Entries provided Block Start

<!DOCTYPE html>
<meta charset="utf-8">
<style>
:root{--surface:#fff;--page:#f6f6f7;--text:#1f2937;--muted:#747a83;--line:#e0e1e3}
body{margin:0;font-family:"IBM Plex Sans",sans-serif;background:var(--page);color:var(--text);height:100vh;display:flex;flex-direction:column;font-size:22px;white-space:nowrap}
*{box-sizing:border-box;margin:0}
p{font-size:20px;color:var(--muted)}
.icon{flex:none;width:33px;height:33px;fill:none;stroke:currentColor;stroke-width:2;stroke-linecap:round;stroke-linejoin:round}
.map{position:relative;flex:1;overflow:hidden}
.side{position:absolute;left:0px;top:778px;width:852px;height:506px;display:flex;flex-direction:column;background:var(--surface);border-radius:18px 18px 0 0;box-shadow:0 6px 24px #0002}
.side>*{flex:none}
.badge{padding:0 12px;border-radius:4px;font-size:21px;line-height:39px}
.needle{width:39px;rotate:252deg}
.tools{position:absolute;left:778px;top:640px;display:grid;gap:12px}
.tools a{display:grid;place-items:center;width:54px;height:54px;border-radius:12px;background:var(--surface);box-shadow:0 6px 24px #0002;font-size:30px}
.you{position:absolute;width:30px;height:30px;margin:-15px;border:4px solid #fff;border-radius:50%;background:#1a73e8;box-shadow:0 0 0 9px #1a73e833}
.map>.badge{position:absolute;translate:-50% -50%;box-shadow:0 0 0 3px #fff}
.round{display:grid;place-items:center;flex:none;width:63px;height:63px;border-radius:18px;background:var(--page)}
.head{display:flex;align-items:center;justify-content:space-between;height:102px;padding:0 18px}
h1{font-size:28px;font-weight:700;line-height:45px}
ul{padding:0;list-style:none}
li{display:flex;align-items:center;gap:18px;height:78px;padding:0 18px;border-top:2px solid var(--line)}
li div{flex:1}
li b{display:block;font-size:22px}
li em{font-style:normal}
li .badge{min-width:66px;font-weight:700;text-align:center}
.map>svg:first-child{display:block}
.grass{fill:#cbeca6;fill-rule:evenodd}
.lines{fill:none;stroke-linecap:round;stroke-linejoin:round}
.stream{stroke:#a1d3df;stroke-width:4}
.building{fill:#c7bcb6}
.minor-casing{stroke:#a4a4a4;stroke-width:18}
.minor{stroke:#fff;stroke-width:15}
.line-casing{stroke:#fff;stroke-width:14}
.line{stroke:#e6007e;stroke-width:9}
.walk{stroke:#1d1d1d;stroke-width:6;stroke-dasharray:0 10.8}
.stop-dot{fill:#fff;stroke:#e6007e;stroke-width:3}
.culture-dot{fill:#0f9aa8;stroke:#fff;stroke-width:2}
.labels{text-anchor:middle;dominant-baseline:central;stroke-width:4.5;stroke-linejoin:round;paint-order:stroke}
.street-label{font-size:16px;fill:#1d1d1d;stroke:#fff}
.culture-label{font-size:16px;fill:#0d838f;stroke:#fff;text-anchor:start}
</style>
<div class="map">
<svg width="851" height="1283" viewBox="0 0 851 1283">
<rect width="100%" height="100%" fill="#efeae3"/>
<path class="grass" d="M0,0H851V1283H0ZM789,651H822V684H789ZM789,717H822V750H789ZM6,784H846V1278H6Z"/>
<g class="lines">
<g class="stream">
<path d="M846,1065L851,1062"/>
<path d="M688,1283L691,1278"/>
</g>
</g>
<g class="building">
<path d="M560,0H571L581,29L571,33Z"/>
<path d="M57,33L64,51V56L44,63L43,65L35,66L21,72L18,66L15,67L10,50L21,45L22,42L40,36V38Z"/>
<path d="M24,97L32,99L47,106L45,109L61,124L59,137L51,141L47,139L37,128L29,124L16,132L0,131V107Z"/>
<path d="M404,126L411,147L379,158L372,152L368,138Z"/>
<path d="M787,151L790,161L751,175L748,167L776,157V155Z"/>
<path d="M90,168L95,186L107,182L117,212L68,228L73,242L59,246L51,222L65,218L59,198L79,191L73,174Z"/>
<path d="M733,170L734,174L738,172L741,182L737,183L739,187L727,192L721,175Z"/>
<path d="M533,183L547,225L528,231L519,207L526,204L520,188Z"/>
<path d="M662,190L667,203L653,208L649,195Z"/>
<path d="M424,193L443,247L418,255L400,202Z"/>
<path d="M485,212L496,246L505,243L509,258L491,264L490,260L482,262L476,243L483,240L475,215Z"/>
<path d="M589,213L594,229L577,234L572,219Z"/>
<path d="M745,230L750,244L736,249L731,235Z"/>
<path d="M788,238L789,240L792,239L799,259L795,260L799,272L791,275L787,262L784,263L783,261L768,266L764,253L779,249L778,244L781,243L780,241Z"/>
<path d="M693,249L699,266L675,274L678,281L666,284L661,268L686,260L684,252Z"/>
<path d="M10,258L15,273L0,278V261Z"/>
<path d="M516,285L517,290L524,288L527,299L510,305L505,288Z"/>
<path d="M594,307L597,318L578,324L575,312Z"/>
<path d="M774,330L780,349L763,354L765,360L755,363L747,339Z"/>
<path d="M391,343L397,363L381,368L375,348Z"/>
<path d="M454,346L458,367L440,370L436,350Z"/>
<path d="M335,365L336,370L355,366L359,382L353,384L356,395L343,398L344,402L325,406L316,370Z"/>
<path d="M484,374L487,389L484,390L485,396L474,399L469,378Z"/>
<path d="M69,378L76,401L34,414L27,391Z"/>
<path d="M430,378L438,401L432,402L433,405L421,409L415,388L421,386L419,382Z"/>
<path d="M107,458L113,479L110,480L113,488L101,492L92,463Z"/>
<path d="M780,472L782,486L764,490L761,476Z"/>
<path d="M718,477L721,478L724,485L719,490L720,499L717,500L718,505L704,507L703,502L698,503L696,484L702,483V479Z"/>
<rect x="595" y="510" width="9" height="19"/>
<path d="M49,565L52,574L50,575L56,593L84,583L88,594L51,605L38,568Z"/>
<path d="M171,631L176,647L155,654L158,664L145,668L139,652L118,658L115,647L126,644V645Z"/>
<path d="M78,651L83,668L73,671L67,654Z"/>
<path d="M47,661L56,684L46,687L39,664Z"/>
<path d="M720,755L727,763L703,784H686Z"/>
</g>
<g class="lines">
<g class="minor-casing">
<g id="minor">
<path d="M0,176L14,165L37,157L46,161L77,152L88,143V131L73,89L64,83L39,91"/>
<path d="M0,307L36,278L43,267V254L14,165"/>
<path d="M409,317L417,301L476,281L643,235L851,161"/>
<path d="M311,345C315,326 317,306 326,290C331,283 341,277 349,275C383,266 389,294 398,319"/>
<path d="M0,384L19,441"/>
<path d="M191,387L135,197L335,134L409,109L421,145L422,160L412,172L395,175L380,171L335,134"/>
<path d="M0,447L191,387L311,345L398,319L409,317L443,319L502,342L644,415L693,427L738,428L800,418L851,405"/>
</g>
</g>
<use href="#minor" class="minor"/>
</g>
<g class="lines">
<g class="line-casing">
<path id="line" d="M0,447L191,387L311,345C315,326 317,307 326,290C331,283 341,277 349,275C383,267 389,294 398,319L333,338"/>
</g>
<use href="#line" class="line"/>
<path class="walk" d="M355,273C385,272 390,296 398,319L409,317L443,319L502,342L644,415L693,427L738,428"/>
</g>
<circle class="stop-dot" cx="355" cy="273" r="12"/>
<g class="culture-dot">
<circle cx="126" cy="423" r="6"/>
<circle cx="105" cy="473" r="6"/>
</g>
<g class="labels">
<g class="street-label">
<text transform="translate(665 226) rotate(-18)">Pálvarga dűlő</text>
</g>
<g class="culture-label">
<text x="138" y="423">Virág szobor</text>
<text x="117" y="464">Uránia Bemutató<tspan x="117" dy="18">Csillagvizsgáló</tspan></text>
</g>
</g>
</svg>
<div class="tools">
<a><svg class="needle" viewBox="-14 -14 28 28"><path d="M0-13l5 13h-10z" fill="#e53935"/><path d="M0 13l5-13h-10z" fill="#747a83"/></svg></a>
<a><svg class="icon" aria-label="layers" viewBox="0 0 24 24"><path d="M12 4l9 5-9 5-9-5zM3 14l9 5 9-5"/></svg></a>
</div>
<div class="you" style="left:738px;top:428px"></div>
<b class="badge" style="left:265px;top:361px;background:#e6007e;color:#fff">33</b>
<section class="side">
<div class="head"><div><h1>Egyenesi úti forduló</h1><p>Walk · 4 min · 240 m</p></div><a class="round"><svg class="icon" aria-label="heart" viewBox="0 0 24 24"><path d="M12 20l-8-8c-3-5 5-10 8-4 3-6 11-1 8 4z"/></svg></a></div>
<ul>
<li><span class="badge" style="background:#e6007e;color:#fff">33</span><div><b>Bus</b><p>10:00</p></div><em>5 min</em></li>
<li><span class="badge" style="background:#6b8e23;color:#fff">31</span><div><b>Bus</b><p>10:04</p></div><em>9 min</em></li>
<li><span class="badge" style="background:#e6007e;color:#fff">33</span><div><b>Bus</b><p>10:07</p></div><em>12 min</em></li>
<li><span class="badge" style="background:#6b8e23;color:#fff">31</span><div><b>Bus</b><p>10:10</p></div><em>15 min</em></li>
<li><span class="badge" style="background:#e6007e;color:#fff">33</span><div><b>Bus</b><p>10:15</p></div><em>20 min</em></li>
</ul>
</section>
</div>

Entries provided Block End

* **Requirement**:
With the line containing "úti forduló</h1><p>Walk ·" as the first and the last line of the data as the final one, copy every line between them exactly, those two included.

* **Exercise output**:
<div class="head"><div><h1>Egyenesi úti forduló</h1><p>Walk · 4 min · 240 m</p></div><a class="round"><svg class="icon" aria-label="heart" viewBox="0 0 24 24"><path d="M12 20l-8-8c-3-5 5-10 8-4 3-6 11-1 8 4z"/></svg></a></div>
<ul>
<li><span class="badge" style="background:#e6007e;color:#fff">33</span><div><b>Bus</b><p>10:00</p></div><em>5 min</em></li>
<li><span class="badge" style="background:#6b8e23;color:#fff">31</span><div><b>Bus</b><p>10:04</p></div><em>9 min</em></li>
<li><span class="badge" style="background:#e6007e;color:#fff">33</span><div><b>Bus</b><p>10:07</p></div><em>12 min</em></li>
<li><span class="badge" style="background:#6b8e23;color:#fff">31</span><div><b>Bus</b><p>10:10</p></div><em>15 min</em></li>
<li><span class="badge" style="background:#e6007e;color:#fff">33</span><div><b>Bus</b><p>10:15</p></div><em>20 min</em></li>
</ul>
</section>
</div>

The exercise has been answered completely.